§ TRY IT: Please give every line below again exactly, but not its pictures.

§ RECORDS TO PROCESS:
----
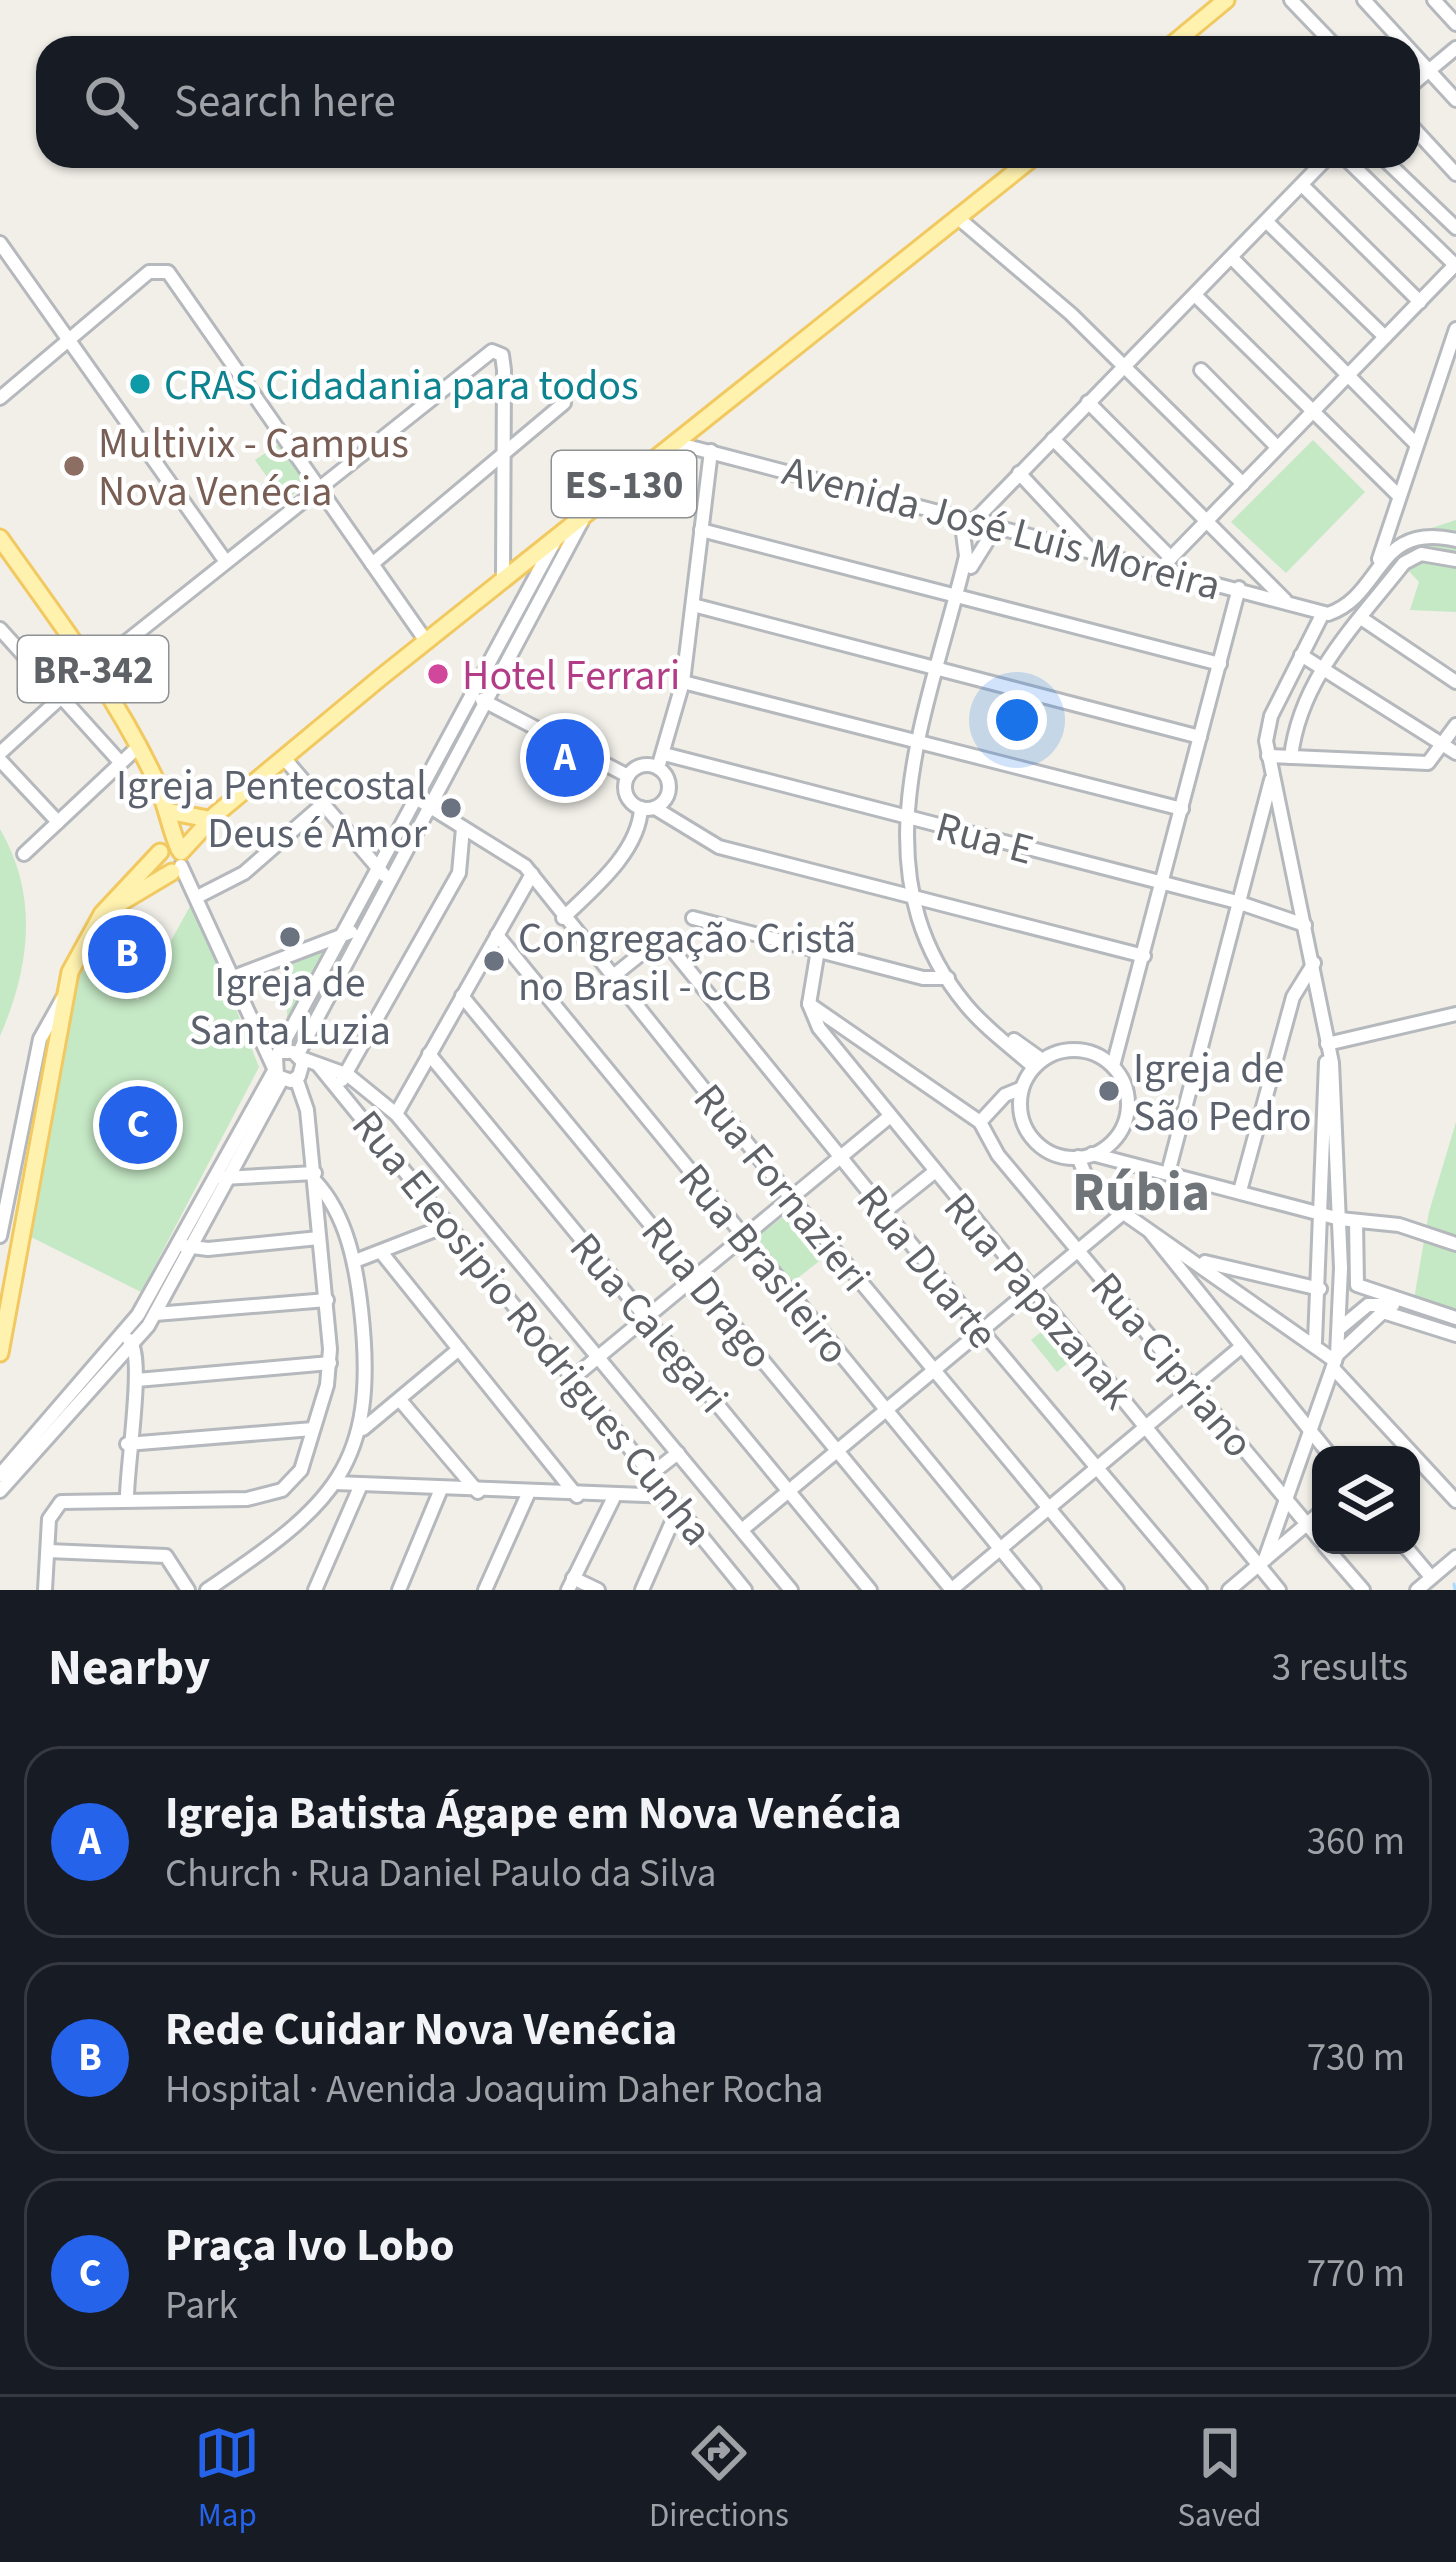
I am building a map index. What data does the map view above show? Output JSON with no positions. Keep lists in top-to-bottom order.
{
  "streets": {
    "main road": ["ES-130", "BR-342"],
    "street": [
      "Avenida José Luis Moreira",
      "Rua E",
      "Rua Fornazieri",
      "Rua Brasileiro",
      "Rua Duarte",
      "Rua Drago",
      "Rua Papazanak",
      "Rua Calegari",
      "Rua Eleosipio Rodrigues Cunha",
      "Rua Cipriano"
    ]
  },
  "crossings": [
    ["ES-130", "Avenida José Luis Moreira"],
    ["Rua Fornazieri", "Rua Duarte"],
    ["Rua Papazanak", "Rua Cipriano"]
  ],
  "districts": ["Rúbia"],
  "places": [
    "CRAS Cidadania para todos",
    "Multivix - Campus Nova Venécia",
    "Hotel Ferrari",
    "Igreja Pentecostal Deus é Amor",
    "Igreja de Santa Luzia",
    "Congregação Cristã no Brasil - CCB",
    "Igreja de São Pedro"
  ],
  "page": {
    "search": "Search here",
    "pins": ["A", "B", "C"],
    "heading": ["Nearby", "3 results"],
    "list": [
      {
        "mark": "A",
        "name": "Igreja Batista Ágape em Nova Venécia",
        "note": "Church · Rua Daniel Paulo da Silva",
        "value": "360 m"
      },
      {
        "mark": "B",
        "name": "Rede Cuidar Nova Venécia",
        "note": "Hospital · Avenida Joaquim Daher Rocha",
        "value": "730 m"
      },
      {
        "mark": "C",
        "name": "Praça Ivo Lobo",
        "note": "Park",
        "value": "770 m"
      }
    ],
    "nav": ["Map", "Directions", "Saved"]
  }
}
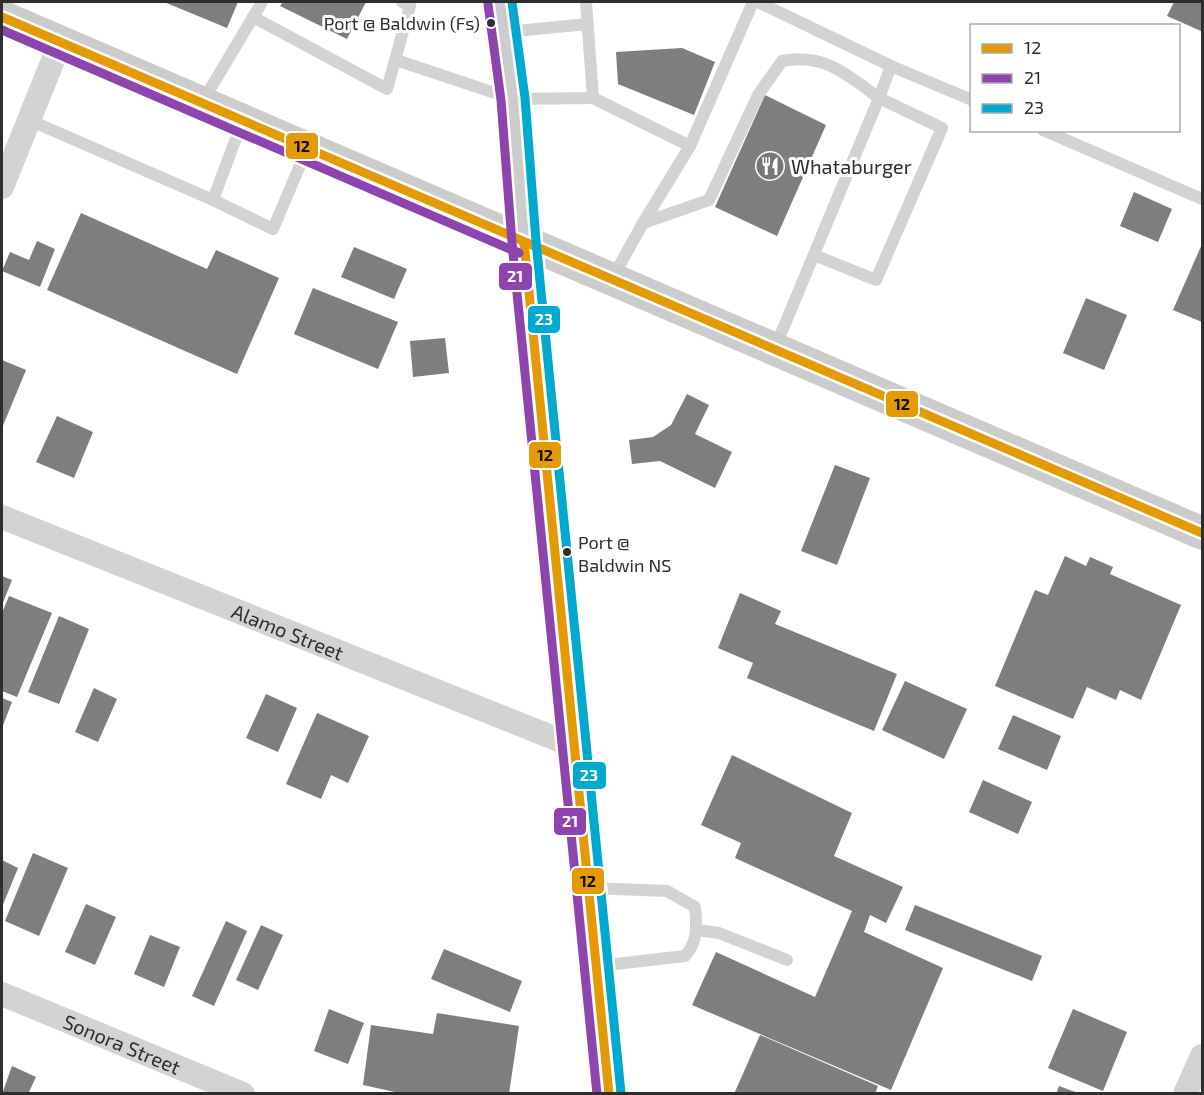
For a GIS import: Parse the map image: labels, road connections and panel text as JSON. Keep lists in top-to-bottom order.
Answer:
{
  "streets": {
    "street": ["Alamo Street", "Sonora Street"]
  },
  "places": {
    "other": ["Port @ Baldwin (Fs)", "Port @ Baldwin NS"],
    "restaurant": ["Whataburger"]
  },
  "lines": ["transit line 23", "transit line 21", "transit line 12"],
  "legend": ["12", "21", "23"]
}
----
§ ANSWER FOR THE TASK:
I am building a map index. What data does the map view above show? Output JSON with no positions. Keep lists in top-to-bottom order.
{
  "streets": {
    "main road": ["ES-130", "BR-342"],
    "street": [
      "Avenida José Luis Moreira",
      "Rua E",
      "Rua Fornazieri",
      "Rua Brasileiro",
      "Rua Duarte",
      "Rua Drago",
      "Rua Papazanak",
      "Rua Calegari",
      "Rua Eleosipio Rodrigues Cunha",
      "Rua Cipriano"
    ]
  },
  "crossings": [
    ["ES-130", "Avenida José Luis Moreira"],
    ["Rua Fornazieri", "Rua Duarte"],
    ["Rua Papazanak", "Rua Cipriano"]
  ],
  "districts": ["Rúbia"],
  "places": [
    "CRAS Cidadania para todos",
    "Multivix - Campus Nova Venécia",
    "Hotel Ferrari",
    "Igreja Pentecostal Deus é Amor",
    "Igreja de Santa Luzia",
    "Congregação Cristã no Brasil - CCB",
    "Igreja de São Pedro"
  ],
  "page": {
    "search": "Search here",
    "pins": ["A", "B", "C"],
    "heading": ["Nearby", "3 results"],
    "list": [
      {
        "mark": "A",
        "name": "Igreja Batista Ágape em Nova Venécia",
        "note": "Church · Rua Daniel Paulo da Silva",
        "value": "360 m"
      },
      {
        "mark": "B",
        "name": "Rede Cuidar Nova Venécia",
        "note": "Hospital · Avenida Joaquim Daher Rocha",
        "value": "730 m"
      },
      {
        "mark": "C",
        "name": "Praça Ivo Lobo",
        "note": "Park",
        "value": "770 m"
      }
    ],
    "nav": ["Map", "Directions", "Saved"]
  }
}
For a GIS import: Parse the map image: labels, road connections and panel text as JSON. Keep lists in top-to-bottom order.
Answer:
{
  "streets": {
    "street": ["Alamo Street", "Sonora Street"]
  },
  "places": {
    "other": ["Port @ Baldwin (Fs)", "Port @ Baldwin NS"],
    "restaurant": ["Whataburger"]
  },
  "lines": ["transit line 23", "transit line 21", "transit line 12"],
  "legend": ["12", "21", "23"]
}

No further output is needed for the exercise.